April 30 (Bloomberg) -- India may protect domestically-produced sugar from duty-free imports, farm minister Sharad Pawar said, after allowing zero-tax shipments last year to boost local supplies.
“If we have to protect sugar cane farmers,” the government has to provide “level-playing field” for local mills, Pawar said, without elaborating. The government controls the sale of locally-produced sugar while imported sweetener is sold without any restrictions.
India, the world’s biggest sugar consumer, last year allowed duty-free imports after a drought in 2009 ravaged crops and cut output. Prices in Mumbai have fallen 31 percent from a record 4,050 rupees per 100 kilograms on Jan. 8 after the government extended duty-free imports of white sugar until Dec. 31 and forecast output may be more than previously estimated.
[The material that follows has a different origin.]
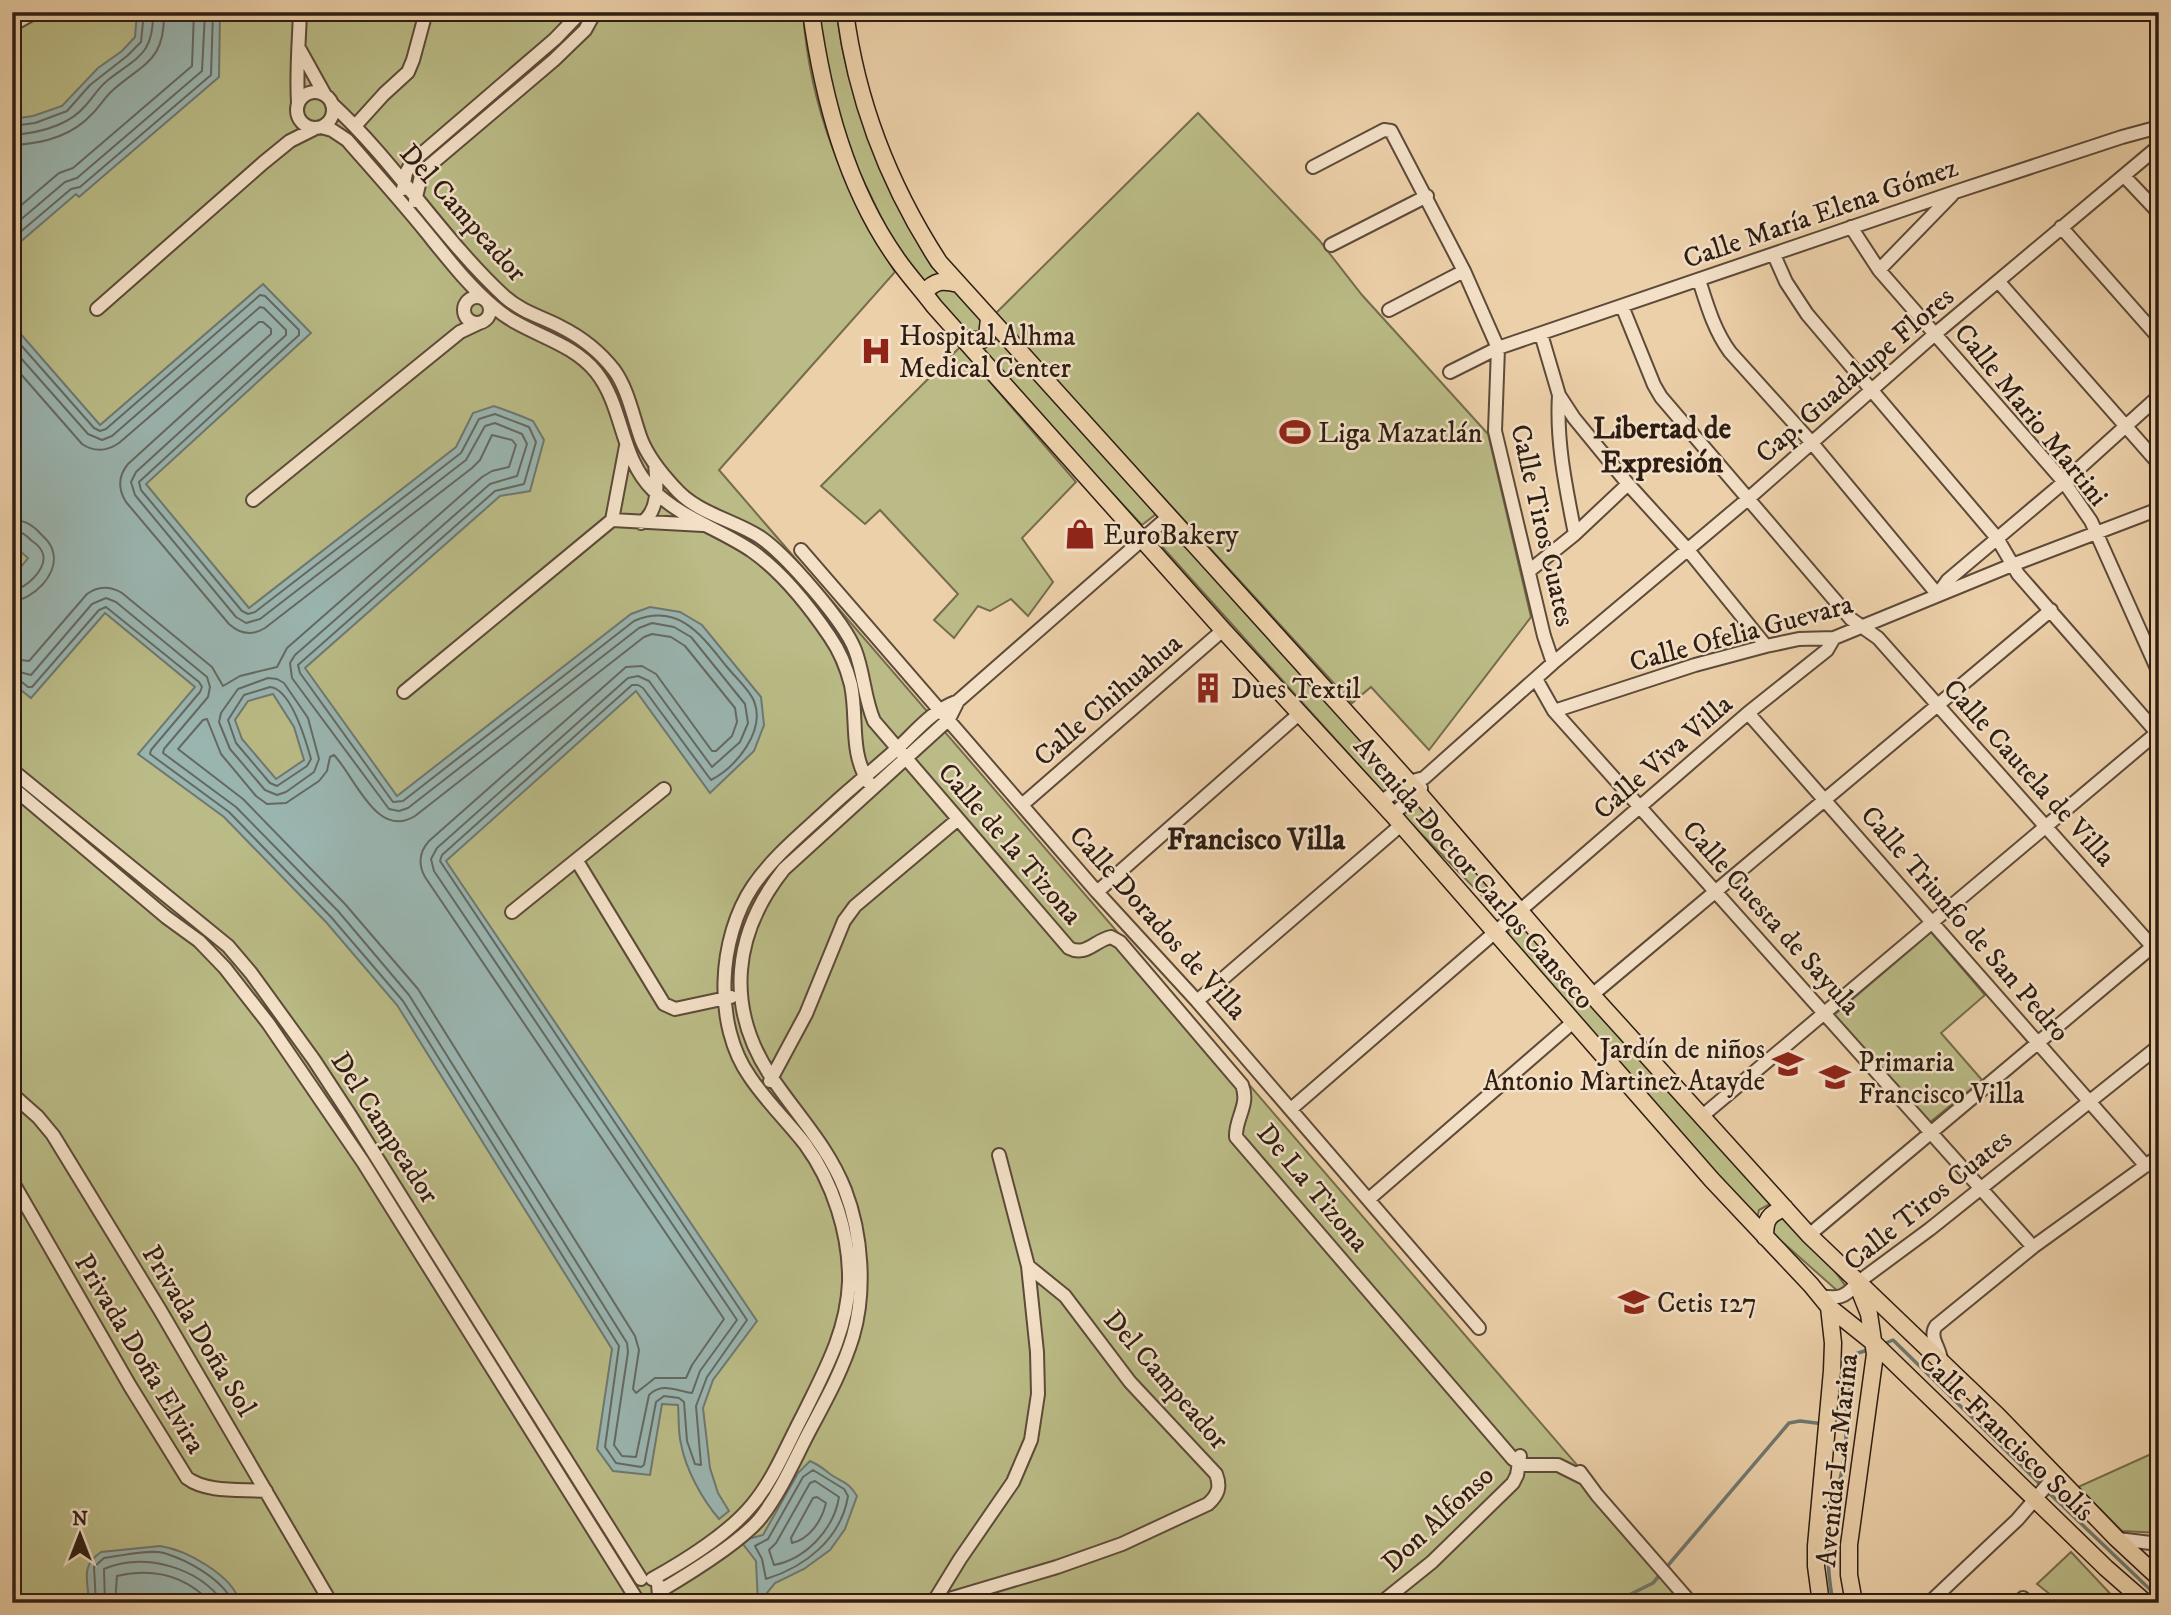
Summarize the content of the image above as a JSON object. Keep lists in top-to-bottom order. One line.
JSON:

Sugar prices “are definitely going down,” Pawar said. “We have to protect sugar cane farmers.”
Balrampur Chini Mills Ltd. expects the Indian government will remove restrictions on the sale of sugar, Managing Director Vivek Saraogi said in an interview with Bloomberg UTV television channel yesterday. The company is the country’s second-biggest producer by capacity.
India’s sugar output may be 23 million tons in the year endig Sept. 30, 2011, compared with 18.5 million tons forecast this year, Vinay Kumar, managing director of National Federation of Cooperative Sugar Factories Ltd., said April 20.